23
votes

Here is the thing. I have a term stored in the index, which contains special character, such as '-', the simplest code is like this:

Document doc = new Document();
doc.add(new TextField("message", "1111-2222-3333", Field.Store.YES, Field.Index.NOT_ANALYZED));
writer.addDocument(doc);

And then I create a query using QueryParser, like this:

String queryStr = "1111-2222-3333";
QueryParser parser = new QueryParser(Version.LUCENE_36, "message", new StandardAnalyzer(Version.LUCENE_36));
Query q = parser.parse(queryStr);

And then I use a searcher to search the query and get no result. I have also tried this:

Query q = parser.parse(QueryParser.escape(queryStr));

And still no result.

Without using QueryParser and instead using TermQuery directly can do what I want, but this way is not flexible enough for user input texts.

I think maybe the StandardAnalyzer did something to omit the special character in the query string. I tried debug, and I found that the string is splited and the actual query is like this:"message:1111 message:2222 message:3333". I don't know what exactly lucene has done...

So if I want to perform the query with special character, what should I do? Should I rewrite an analyzer or inherit a queryparser from the default one? And how to?...

Update:

1 @The New Idiot @femtoRgon, I've tried QueryParser.escape(queryStr) as stated in the problem but it still doesn't work.

2 I've tried another way to solve the problem. I derived a QueryTokenizer from Tokenizer and cut the word only by space, pack it into a QueryAnalyzer, which derives from Analyzer, and finally pass the QueryAnalyzer into QueryParser.

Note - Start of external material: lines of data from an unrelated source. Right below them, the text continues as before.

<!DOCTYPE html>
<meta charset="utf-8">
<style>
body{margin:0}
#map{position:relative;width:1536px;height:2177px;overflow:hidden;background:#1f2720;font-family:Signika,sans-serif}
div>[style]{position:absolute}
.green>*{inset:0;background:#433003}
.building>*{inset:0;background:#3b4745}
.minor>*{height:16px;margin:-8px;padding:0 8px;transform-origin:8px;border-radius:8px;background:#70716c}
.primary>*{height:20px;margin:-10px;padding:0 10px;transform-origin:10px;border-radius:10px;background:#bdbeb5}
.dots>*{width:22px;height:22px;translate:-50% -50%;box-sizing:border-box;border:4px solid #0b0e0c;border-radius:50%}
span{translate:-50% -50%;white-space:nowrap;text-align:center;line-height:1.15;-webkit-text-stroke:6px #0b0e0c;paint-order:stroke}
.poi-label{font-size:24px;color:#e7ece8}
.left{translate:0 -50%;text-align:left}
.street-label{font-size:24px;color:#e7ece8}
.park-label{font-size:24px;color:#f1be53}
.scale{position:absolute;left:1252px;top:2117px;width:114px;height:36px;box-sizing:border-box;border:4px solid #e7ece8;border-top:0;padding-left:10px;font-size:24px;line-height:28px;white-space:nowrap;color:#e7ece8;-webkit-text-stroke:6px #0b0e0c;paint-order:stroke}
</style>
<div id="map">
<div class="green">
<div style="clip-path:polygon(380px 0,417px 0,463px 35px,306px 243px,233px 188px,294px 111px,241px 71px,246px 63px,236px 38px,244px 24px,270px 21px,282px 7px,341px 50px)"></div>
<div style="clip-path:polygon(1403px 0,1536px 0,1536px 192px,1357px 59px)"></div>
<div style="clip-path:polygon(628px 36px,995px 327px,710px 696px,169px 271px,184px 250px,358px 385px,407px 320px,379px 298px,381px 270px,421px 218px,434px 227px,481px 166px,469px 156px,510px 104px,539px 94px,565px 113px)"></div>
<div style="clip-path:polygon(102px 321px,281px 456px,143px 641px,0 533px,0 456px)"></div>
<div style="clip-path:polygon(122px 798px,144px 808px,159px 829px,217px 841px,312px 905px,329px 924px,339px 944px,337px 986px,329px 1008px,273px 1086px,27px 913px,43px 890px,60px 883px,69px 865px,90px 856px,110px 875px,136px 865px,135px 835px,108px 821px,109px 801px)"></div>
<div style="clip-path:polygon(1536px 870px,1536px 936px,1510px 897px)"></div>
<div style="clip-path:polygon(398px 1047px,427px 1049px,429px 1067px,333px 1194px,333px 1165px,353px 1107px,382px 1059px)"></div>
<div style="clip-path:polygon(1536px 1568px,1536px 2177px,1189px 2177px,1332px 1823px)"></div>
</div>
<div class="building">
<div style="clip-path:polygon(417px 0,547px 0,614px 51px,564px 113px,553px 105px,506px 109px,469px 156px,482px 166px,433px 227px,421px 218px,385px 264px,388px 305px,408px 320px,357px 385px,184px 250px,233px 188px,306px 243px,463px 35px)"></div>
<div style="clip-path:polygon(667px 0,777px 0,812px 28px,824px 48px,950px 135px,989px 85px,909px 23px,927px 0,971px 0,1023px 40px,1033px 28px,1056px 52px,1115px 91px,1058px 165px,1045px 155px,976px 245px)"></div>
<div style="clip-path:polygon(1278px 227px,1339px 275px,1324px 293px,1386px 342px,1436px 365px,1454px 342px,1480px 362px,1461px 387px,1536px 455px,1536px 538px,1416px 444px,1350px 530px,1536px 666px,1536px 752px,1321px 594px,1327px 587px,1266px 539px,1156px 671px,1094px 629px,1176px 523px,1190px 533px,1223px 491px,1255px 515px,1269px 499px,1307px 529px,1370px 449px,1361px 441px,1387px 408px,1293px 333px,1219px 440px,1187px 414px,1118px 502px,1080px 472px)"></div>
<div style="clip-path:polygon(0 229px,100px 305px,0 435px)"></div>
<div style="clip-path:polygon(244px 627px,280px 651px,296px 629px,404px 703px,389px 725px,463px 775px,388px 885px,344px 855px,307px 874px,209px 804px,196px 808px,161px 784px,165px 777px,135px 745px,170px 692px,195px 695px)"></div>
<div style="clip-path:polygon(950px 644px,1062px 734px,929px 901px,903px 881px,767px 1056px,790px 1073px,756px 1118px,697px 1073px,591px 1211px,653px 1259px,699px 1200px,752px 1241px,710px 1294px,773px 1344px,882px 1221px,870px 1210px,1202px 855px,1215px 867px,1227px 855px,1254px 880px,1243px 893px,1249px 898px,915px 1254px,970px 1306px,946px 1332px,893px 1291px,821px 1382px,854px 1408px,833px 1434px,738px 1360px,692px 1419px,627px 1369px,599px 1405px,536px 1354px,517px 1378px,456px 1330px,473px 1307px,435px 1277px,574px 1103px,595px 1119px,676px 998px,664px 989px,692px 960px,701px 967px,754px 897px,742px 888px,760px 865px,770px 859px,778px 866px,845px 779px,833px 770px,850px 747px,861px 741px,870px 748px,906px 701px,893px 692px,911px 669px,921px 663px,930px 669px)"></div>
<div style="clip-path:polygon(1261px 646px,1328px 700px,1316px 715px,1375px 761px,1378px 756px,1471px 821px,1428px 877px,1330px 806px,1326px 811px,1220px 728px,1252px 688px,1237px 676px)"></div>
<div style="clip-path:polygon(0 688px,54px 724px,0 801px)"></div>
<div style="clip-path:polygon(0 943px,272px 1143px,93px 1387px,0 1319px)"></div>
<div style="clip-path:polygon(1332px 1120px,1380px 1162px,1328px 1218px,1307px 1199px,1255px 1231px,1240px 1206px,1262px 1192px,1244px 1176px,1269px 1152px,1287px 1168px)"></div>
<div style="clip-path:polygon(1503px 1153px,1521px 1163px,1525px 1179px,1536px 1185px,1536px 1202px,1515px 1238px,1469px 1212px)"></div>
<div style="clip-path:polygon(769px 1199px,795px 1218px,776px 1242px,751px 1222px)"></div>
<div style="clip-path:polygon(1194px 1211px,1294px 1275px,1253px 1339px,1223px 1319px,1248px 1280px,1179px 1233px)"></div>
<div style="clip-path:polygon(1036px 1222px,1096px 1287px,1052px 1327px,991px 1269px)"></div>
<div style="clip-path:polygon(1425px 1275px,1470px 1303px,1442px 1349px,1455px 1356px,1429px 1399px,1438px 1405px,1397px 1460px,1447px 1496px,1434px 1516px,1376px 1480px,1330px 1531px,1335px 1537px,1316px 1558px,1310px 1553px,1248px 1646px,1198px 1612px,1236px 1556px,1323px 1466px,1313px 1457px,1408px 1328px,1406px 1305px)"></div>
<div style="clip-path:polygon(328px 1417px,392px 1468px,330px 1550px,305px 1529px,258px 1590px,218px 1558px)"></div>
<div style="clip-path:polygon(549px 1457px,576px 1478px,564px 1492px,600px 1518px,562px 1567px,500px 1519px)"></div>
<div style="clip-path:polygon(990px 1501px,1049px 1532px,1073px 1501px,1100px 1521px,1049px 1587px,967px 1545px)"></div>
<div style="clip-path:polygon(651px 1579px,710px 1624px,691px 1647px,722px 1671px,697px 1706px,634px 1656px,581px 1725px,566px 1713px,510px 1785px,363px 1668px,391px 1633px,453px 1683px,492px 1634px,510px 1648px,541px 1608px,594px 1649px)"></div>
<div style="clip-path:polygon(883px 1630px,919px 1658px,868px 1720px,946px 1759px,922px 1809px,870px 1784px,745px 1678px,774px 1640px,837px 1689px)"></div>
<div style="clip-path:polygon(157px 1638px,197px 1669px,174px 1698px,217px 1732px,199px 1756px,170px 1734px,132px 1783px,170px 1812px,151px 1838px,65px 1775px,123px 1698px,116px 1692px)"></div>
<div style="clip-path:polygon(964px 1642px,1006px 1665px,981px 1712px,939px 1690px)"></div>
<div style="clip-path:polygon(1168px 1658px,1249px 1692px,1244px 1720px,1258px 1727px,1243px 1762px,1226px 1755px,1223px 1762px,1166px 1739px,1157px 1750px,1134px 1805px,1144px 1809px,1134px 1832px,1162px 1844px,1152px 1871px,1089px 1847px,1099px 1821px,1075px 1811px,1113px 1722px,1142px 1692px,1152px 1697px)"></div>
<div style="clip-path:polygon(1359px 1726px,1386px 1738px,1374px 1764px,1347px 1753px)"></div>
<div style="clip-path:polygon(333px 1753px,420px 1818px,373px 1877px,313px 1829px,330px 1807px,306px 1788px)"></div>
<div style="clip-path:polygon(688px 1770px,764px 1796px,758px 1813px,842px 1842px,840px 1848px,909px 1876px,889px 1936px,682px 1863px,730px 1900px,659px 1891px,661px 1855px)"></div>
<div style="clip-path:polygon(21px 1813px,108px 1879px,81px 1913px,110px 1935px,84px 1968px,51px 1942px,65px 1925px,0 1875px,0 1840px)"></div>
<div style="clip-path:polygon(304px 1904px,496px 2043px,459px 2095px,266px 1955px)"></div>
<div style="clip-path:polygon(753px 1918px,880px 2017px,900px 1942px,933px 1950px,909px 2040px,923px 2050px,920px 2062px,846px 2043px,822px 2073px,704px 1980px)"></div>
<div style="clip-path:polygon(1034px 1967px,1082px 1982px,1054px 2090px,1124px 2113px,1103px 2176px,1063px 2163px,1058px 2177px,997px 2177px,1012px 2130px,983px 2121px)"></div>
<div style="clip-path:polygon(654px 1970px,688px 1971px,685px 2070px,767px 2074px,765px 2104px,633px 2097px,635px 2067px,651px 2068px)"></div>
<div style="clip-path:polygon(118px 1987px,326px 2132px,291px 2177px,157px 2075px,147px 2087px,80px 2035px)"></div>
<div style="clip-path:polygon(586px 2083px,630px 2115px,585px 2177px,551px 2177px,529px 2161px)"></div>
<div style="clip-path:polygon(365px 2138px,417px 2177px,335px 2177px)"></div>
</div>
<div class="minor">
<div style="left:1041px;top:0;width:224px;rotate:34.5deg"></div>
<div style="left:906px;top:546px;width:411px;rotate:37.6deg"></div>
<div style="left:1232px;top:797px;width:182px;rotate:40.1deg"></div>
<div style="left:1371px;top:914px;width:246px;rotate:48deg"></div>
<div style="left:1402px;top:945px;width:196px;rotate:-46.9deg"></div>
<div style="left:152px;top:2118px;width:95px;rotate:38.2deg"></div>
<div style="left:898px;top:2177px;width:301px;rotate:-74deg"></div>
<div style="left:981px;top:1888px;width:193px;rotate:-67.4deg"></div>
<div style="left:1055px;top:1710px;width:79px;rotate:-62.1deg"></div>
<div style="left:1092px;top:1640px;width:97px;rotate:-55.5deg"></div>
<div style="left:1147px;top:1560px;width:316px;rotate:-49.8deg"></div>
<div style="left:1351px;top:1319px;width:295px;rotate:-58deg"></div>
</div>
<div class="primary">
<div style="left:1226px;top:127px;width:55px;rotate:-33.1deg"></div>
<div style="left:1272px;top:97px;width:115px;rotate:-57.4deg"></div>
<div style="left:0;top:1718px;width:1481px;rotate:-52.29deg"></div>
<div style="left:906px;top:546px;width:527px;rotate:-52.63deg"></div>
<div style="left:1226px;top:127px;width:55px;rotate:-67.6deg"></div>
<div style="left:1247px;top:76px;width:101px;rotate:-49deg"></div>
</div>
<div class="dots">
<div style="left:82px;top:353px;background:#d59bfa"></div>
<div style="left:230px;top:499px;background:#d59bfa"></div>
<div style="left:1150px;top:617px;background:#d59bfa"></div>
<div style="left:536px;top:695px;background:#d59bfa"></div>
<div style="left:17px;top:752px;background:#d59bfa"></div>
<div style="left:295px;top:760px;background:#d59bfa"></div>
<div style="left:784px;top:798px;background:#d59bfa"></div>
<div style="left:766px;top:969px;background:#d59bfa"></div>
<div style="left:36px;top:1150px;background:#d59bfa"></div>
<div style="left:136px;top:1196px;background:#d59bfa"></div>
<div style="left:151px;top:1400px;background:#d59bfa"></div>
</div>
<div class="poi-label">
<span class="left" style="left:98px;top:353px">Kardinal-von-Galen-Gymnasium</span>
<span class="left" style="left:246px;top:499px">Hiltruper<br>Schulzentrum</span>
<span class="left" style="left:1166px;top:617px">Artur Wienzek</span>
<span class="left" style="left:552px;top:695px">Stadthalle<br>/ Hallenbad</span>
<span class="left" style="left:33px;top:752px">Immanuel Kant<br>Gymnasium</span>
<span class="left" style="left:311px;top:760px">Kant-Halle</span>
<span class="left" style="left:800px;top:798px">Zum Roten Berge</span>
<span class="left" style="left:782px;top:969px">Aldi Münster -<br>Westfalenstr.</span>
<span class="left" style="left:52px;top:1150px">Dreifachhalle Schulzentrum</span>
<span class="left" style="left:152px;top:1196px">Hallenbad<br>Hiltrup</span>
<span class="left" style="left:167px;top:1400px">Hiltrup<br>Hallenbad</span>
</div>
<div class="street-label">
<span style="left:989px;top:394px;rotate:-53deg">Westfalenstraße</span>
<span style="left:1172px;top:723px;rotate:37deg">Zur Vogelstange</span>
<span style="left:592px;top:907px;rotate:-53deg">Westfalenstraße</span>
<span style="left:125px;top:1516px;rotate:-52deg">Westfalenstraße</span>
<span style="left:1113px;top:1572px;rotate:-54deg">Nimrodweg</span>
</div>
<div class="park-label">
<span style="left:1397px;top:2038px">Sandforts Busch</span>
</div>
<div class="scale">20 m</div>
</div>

Now it works. Originally it doesn't work because the default StandardAnalyzer cut the queryStr according to default rules(which recognize some of the special characters as splitters), when the query is passed into QueryParser, the special characters are already deleted by StandardAnalyzer. Now I use my own way to cut the queryStr and it only recognize space as splitter, so the special characters remain into the query waiting for processing and this works.

3 @The New Idiot @femtoRgon, thank you for answering my question.

2
Apologies, I obviously didn't read carefully enough. I am confused though: Where is this TextField coming from? Lucene's TextField does not take a Field.Index argument (Field.Index is deprecated). To create a field like what you have here, you would instead use a StringField. Is this some sort of custom TextField or something?femtoRgon
Sorry, that's my fault. I am using Lucene 3.6 and there is no TextField in Lucene 3.x. The correct code should be:doc.add(new Field("message", "1111-2222-3333", Field.Store.YES, Field.Index.NOT_ANALYZED)); Lucene 4.x and 3.x APIs are very different, I'm still trying to understand lucene 4.x APIs.Yuanchao Tang
Ah, makes more sense. A bit off topic, but if you are trying to get a handle on the changes in 4.x have you looked at the migration guide? It calls out the major changes, as well as providing some rationale.femtoRgon
Oh I haven't seen that. I'll look into that later, it will be very helpful. Thanks a lot:)Yuanchao Tang
@Yuanchao-tang How WhitespaceAnalyzer performs differently from yours?? I derived a QueryTokenizer from Tokenizer and cut the word only by spacerrsk

2 Answers

23
votes

I am not sure about this , but I guess you need to escape - with \ . As per the Lucene docs.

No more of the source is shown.